# Work task
All of the data must be returned exactly as given.

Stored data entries
○ ○ ○ ○
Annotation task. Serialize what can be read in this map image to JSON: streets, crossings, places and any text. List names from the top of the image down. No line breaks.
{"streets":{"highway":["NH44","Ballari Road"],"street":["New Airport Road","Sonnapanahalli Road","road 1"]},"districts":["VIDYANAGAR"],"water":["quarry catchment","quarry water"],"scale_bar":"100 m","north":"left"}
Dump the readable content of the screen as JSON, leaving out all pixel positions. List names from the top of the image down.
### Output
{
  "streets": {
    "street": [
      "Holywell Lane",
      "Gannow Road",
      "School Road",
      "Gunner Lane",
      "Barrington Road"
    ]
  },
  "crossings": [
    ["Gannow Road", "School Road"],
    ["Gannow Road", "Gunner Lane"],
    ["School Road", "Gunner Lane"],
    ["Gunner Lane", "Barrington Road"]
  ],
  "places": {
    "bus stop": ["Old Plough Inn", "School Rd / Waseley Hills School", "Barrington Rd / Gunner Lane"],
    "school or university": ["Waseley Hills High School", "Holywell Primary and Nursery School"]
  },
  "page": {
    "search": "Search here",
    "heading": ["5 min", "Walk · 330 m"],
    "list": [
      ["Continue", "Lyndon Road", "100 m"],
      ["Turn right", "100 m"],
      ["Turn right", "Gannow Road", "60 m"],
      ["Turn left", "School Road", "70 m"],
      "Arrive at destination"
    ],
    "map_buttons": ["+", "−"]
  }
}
○ ○ ○ ○
# Exercise solution
Annotation task. Serialize what can be read in this map image to JSON: streets, crossings, places and any text. List names from the top of the image down. No line breaks.
{"streets":{"highway":["NH44","Ballari Road"],"street":["New Airport Road","Sonnapanahalli Road","road 1"]},"districts":["VIDYANAGAR"],"water":["quarry catchment","quarry water"],"scale_bar":"100 m","north":"left"}
Dump the readable content of the screen as JSON, leaving out all pixel positions. List names from the top of the image down.
### Output
{
  "streets": {
    "street": [
      "Holywell Lane",
      "Gannow Road",
      "School Road",
      "Gunner Lane",
      "Barrington Road"
    ]
  },
  "crossings": [
    ["Gannow Road", "School Road"],
    ["Gannow Road", "Gunner Lane"],
    ["School Road", "Gunner Lane"],
    ["Gunner Lane", "Barrington Road"]
  ],
  "places": {
    "bus stop": ["Old Plough Inn", "School Rd / Waseley Hills School", "Barrington Rd / Gunner Lane"],
    "school or university": ["Waseley Hills High School", "Holywell Primary and Nursery School"]
  },
  "page": {
    "search": "Search here",
    "heading": ["5 min", "Walk · 330 m"],
    "list": [
      ["Continue", "Lyndon Road", "100 m"],
      ["Turn right", "100 m"],
      ["Turn right", "Gannow Road", "60 m"],
      ["Turn left", "School Road", "70 m"],
      "Arrive at destination"
    ],
    "map_buttons": ["+", "−"]
  }
}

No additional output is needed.